1. En synthèse, que nous apprennent ces modifications ?

Dans l’ensemble, la nouvelle délibération a été rédigée pour se mettre à l’abri de nouvelles invalidations du Conseil d’État (et alors même que l’avis du CEPD va à l’encontre de l’analyse de celui-ci). La CNIL avait été accusée par le Conseil d’État de produire le droit, et non de l’interpréter. Elle s’exprime donc maintenant de façon bien plus précise, reprenant les notions juridiques exactes utilisées dans les directives et règlements visés (« équipements terminaux » au lieu de « terminaux », « équipement terminal » au lieu d’« objet », « actions de lecture » ou « d’écriture » au lieu d’« actions », etc.) et visant plus spécifiquement les articles du RGPD, ainsi que la loi de 1978 (qui n’était pas applicable dans sa nouvelle rédaction lorsque la délibération de juillet 2019 avait été publiée). 

La Commission en profite pour viser, dans la nouvelle décision, des jugements qui n’avaient pas encore été rendus à l’occasion de la première délibération (CJUE, Décision « Planet 49 », du 1er octobre 2019, notamment) afin de renforcer son argumentation.

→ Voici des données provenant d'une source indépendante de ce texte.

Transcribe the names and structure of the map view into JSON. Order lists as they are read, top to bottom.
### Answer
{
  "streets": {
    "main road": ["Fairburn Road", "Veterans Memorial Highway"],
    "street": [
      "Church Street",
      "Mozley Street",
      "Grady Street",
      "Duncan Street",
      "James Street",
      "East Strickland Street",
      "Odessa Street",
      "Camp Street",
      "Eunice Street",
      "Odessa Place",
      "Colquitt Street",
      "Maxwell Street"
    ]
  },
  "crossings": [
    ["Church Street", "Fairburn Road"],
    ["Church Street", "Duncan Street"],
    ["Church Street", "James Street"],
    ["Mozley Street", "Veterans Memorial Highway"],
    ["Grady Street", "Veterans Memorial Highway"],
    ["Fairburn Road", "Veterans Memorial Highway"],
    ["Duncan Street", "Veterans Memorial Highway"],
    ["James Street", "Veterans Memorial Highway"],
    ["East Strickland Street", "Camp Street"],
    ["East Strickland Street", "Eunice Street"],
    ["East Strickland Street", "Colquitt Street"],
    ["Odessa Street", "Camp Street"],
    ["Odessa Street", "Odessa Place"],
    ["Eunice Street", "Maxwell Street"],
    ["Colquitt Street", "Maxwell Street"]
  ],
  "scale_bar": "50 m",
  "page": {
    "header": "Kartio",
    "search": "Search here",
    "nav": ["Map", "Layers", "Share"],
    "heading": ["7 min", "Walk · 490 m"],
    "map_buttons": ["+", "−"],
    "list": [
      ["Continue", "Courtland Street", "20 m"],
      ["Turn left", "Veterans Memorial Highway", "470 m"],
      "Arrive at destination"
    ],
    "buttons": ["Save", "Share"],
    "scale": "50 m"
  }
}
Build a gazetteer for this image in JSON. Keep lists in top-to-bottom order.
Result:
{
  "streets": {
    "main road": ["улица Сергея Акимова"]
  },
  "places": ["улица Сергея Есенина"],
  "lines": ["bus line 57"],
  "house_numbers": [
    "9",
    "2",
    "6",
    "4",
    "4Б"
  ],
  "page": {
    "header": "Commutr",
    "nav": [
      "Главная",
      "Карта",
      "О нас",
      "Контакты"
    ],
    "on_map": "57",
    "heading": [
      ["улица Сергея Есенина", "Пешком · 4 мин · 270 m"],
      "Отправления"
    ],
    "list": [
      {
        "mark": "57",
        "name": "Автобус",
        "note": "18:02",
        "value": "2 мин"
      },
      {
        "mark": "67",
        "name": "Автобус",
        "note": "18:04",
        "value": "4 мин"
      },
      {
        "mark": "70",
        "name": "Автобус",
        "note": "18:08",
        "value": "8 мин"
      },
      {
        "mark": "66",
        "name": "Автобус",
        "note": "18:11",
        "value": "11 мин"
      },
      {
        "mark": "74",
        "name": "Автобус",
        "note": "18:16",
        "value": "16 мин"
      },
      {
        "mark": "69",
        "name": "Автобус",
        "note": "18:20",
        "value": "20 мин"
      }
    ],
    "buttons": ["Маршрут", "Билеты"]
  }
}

Le texte est également plus « objectif ». La Commission n’« attire » plus qu’exceptionnellement « l’attention » sur telle ou telle règle existante, de même qu’elle ne « relève » plus tel ou tel point important du texte. Elle circonscrit également plus clairement le champ d’application de la délibération, indiquant que celle-ci ne s’applique pas aux traitements portant sur les données produites ou collectées via un traceur alors que l’ancienne version visait « tout traitement portant sur un traceur ».

Les exemples pris ne tournent plus non plus autour des statistiques d’usage des services (cf. la qualification des acteurs), qui pouvaient prêter à discussion justement sur cette notion de « statistiques », mais sur la personnalisation du « contenu éditorial proposé à l’internaute ».

Par ailleurs, la notion de consentement reste centrale. Néanmoins, celui-ci ne doit plus « être conforme » au RGPD, mais prendre en compte la directive « ePrivacy » dans l’interprétation de ces notions, le RGPD apportant seulement des « clarifications » (au lieu de « venir renforcer » les exigences en matière de consentement, comme dans l’ancienne version).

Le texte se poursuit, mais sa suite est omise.